The basic case reproduction number, R0, is a ready-made epidemiological tool for relating effort and reward in the management of outbreaks. R0 is the average number of secondary cases generated by a primary case introduced into a previously uninfected population (Anderson and May 1991). No country is presently free of TB, but some countries have recently suffered "epidemic" increases in incidence from previously low levels. The algebraic expression of R0 for TB reveals how the various components of a disease's natural history and the different kinds of intervention interact with each other to influence transmission and the generation of new cases (online annex 4). For example, the cost-effectiveness of chemotherapy per M. tuberculosis generation is C/E = PSigmaTau/epsilonR0, where Tau is the number of TB patients treated per prevalent case per unit time, and Sigma is the proportion of new cases that is infectious.
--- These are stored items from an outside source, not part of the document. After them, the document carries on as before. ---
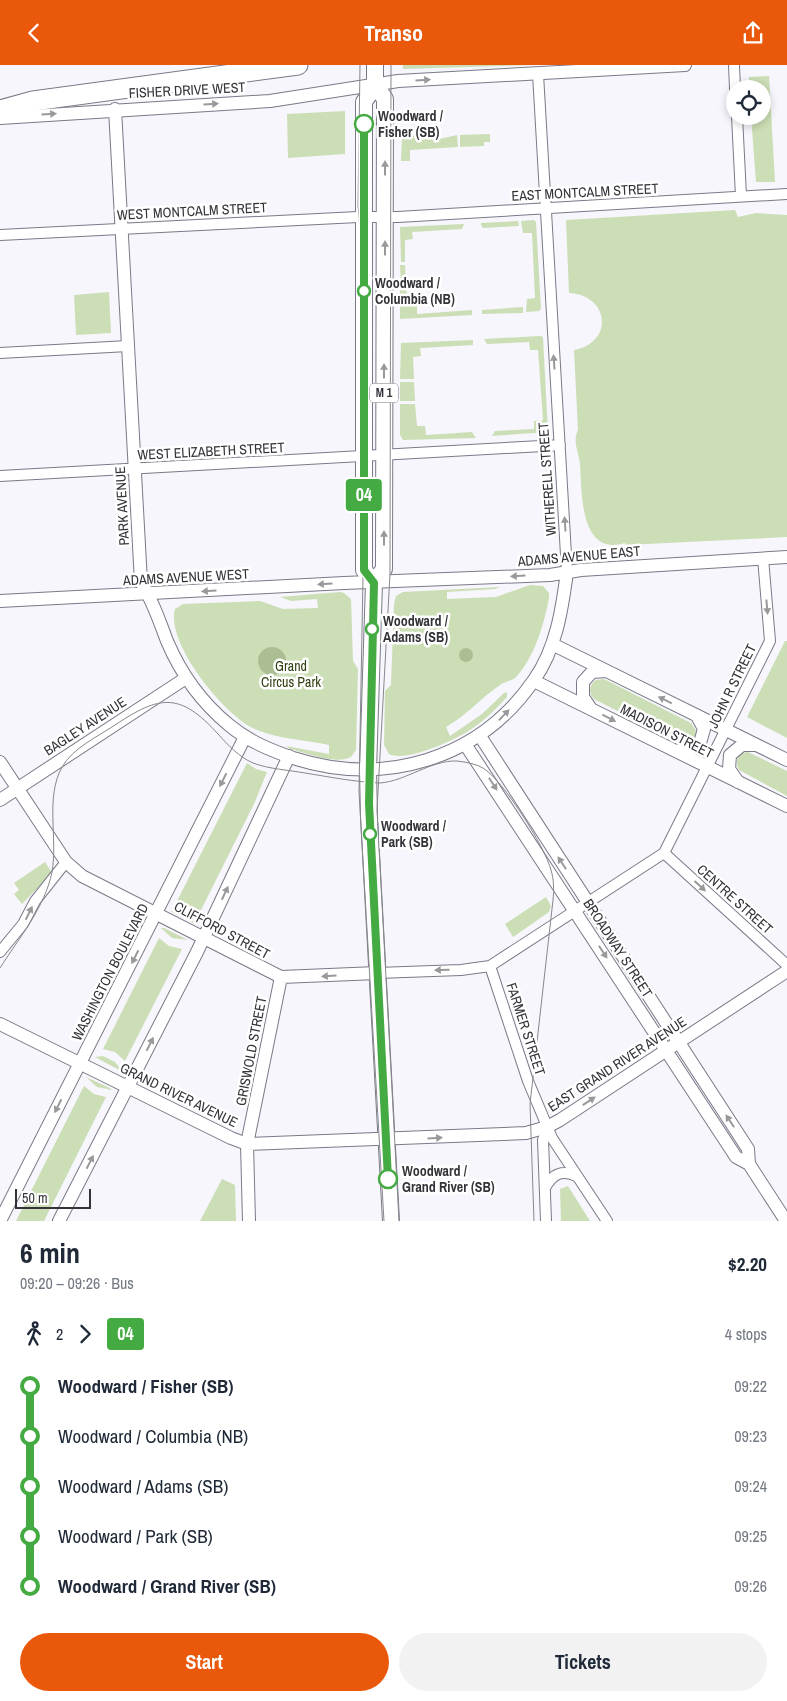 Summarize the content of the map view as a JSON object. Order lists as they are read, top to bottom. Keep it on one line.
{"streets":{"main road":["M 1"],"street":["FISHER DRIVE WEST","EAST MONTCALM STREET","WEST MONTCALM STREET","WEST ELIZABETH STREET","WITHERELL STREET","PARK AVENUE","ADAMS AVENUE EAST","ADAMS AVENUE WEST","JOHN R STREET","BAGLEY AVENUE","MADISON STREET","CENTRE STREET","CLIFFORD STREET","BROADWAY STREET","WASHINGTON BOULEVARD","FARMER STREET","GRISWOLD STREET","EAST GRAND RIVER AVENUE","GRAND RIVER AVENUE"]},"crossings":[["FISHER DRIVE WEST","M 1"],["FISHER DRIVE WEST","WITHERELL STREET"],["FISHER DRIVE WEST","PARK AVENUE"],["EAST MONTCALM STREET","WEST MONTCALM STREET"],["EAST MONTCALM STREET","M 1"],["EAST MONTCALM STREET","WITHERELL STREET"],["WEST MONTCALM STREET","M 1"],["WEST MONTCALM STREET","PARK AVENUE"],["M 1","WEST ELIZABETH STREET"],["M 1","ADAMS AVENUE EAST"],["M 1","ADAMS AVENUE WEST"],["WEST ELIZABETH STREET","WITHERELL STREET"],["WEST ELIZABETH STREET","PARK AVENUE"],["WITHERELL STREET","PARK AVENUE"],["WITHERELL STREET","ADAMS AVENUE EAST"],["WITHERELL STREET","MADISON STREET"],["WITHERELL STREET","BROADWAY STREET"],["PARK AVENUE","ADAMS AVENUE WEST"],["PARK AVENUE","BAGLEY AVENUE"],["PARK AVENUE","WASHINGTON BOULEVARD"],["ADAMS AVENUE EAST","ADAMS AVENUE WEST"],["ADAMS AVENUE EAST","JOHN R STREET"],["JOHN R STREET","MADISON STREET"],["JOHN R STREET","CENTRE STREET"],["JOHN R STREET","CLIFFORD STREET"],["JOHN R STREET","BROADWAY STREET"],["JOHN R STREET","FARMER STREET"],["BAGLEY AVENUE","CLIFFORD STREET"],["CLIFFORD STREET","WASHINGTON BOULEVARD"],["CLIFFORD STREET","GRISWOLD STREET"],["BROADWAY STREET","EAST GRAND RIVER AVENUE"],["WASHINGTON BOULEVARD","GRAND RIVER AVENUE"],["FARMER STREET","EAST GRAND RIVER AVENUE"],["GRISWOLD STREET","GRAND RIVER AVENUE"],["EAST GRAND RIVER AVENUE","GRAND RIVER AVENUE"]],"one_way":["FISHER DRIVE WEST","WITHERELL STREET","ADAMS AVENUE EAST","ADAMS AVENUE WEST","CENTRE STREET","EAST GRAND RIVER AVENUE"],"parks":["Grand Circus Park"],"places":["Woodward / Fisher (SB)","Woodward / Columbia (NB)","Woodward / Adams (SB)","Woodward / Park (SB)","Woodward / Grand River (SB)"],"lines":["bus line 04"],"scale_bar":"50 m","page":{"header":"Transo","on_map":"04","scale":"50 m","heading":["6 min","09:20 – 09:26 · Bus","$2.20"],"legs":["2","04","4 stops"],"list":[{"name":"Woodward / Fisher (SB)","value":"09:22"},{"name":"Woodward / Columbia (NB)","value":"09:23"},{"name":"Woodward / Adams (SB)","value":"09:24"},{"name":"Woodward / Park (SB)","value":"09:25"},{"name":"Woodward / Grand River (SB)","value":"09:26"}],"buttons":["Start","Tickets"]}} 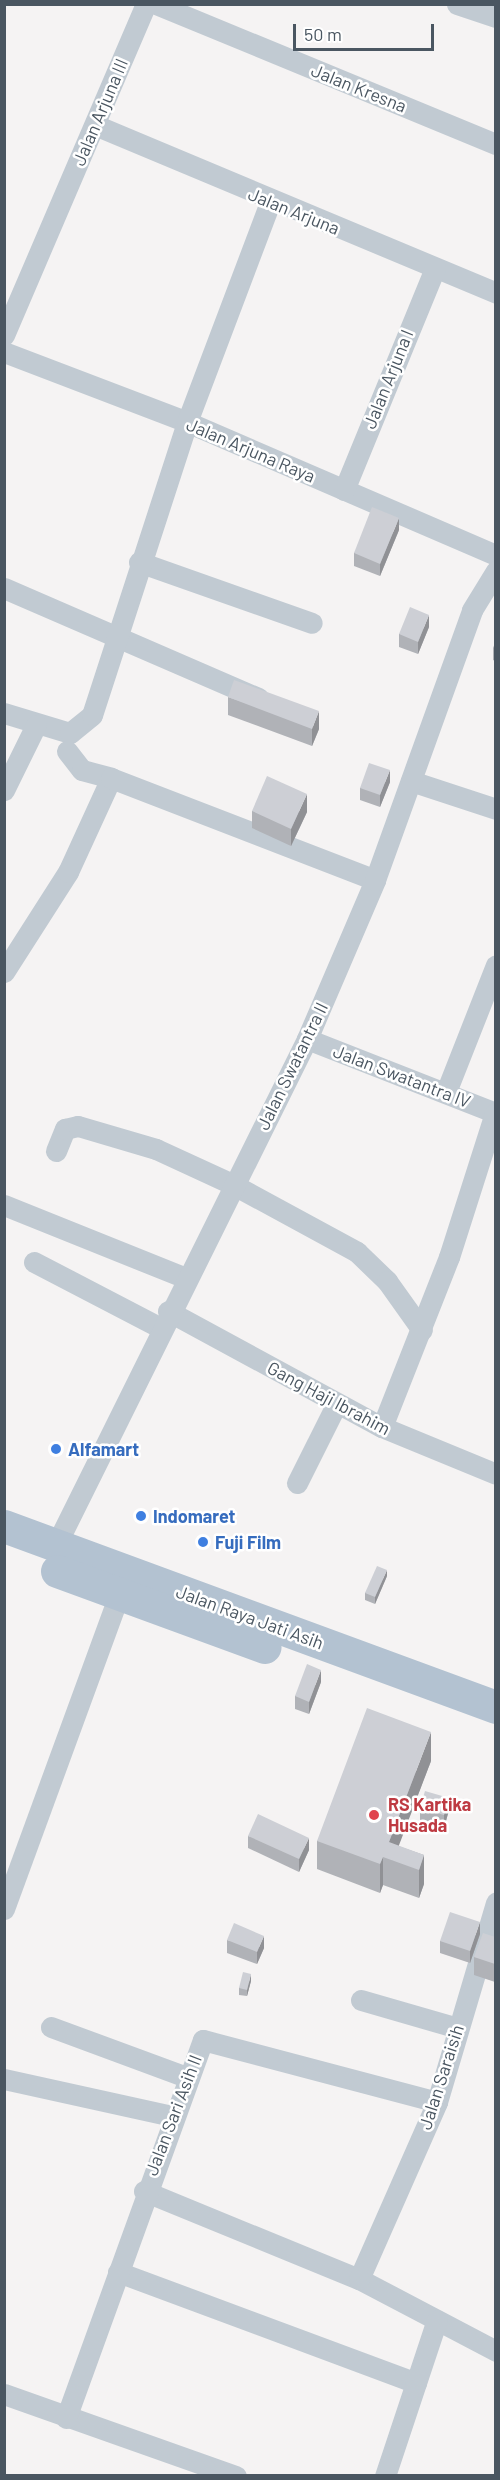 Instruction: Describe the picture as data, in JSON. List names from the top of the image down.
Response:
{
  "streets": {
    "main road": ["Jalan Raya Jati Asih"],
    "street": [
      "Jalan Kresna",
      "Jalan Arjuna III",
      "Jalan Arjuna",
      "Jalan Arjuna I",
      "Jalan Arjuna Raya",
      "Jalan Swatantra II",
      "Jalan Swatantra IV",
      "Gang Haji Ibrahim",
      "Jalan Saraisih",
      "Jalan Sari Asih II"
    ]
  },
  "crossings": [
    ["Jalan Arjuna III", "Jalan Arjuna"],
    ["Jalan Arjuna", "Jalan Arjuna I"],
    ["Jalan Arjuna I", "Jalan Arjuna Raya"],
    ["Jalan Swatantra II", "Jalan Swatantra IV"],
    ["Jalan Swatantra II", "Gang Haji Ibrahim"],
    ["Jalan Swatantra II", "Jalan Raya Jati Asih"],
    ["Jalan Saraisih", "Jalan Sari Asih II"]
  ],
  "places": [
    "Alfamart",
    "Indomaret",
    "Fuji Film",
    "RS Kartika Husada"
  ],
  "scale_bar": "50 m"
} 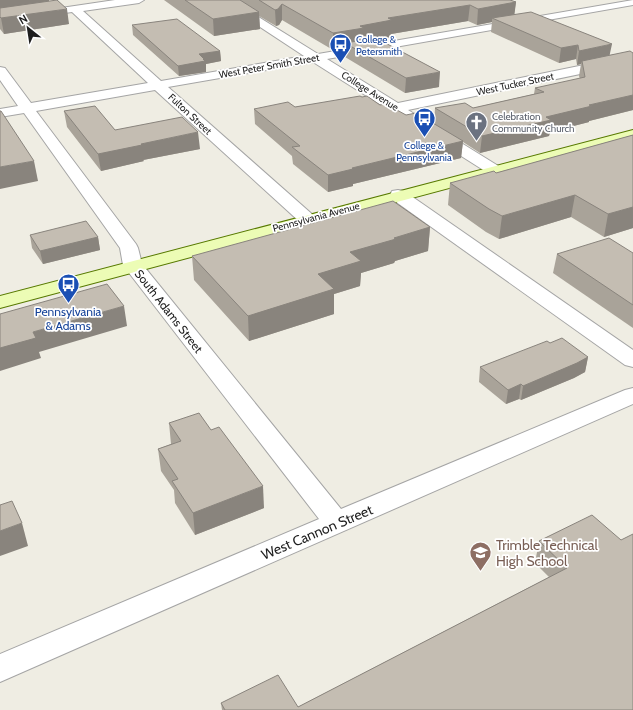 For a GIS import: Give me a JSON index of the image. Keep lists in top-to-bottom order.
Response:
{
  "streets": {
    "street": [
      "West Peter Smith Street",
      "West Tucker Street",
      "College Avenue",
      "Fulton Street",
      "Pennsylvania Avenue",
      "South Adams Street",
      "West Cannon Street"
    ]
  },
  "crossings": [
    ["West Peter Smith Street", "College Avenue"],
    ["West Peter Smith Street", "Fulton Street"],
    ["West Peter Smith Street", "South Adams Street"],
    ["West Tucker Street", "College Avenue"],
    ["College Avenue", "Pennsylvania Avenue"],
    ["Fulton Street", "Pennsylvania Avenue"],
    ["Pennsylvania Avenue", "South Adams Street"],
    ["South Adams Street", "West Cannon Street"]
  ],
  "places": {
    "bus stop": ["College & Petersmith", "College & Pennsylvania", "Pennsylvania & Adams"],
    "church": ["Celebration Community Church"],
    "school or university": ["Trimble Technical High School"]
  },
  "north": "top left"
}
The biggest resurgences of TB in recent history have been driven by the spread of HIV in Africa and are linked to the rise of drug resistance in former Soviet republics; this analysis is confined to interventions associated with these two phenomena (figure 16.2; online annex 6). Indeed, in this study, interventions related to TB with HIV are considered only in the epidemic context.
[Figure 16.2]

If multidrug-resistant strains of M. tuberculosis are assumed to have the same intrinsic transmissibility and pathogenicity as drug-susceptible strains, and given the spread of MDR-TB as an independent epidemic (Dye and Williams 2000), then treatment of MDR-TB with a standard regimen including second-line drugs is more costly per DALY gained than treatment of fully susceptible disease in Sub-Saharan Africa, but it is marginally less costly than TLTI (with an x-ray screen) over most rates of case detection and treatment (online annex 6). For example, at the fixed rate of treatment used to generate figure 16.2, treatment of MDR-TB with a standard regimen costs US$91 to US$846 per DALY gained, depending on the region, as compared with US$6 to US$31 for the treatment of drug-susceptible TB. The treatment of MDR-TB with regimens tailored to the resistance patterns of individual patients is more costly but also more efficacious than standardized treatment for MDR-TB and, therefore, almost equally cost-effective under this set of assumptions.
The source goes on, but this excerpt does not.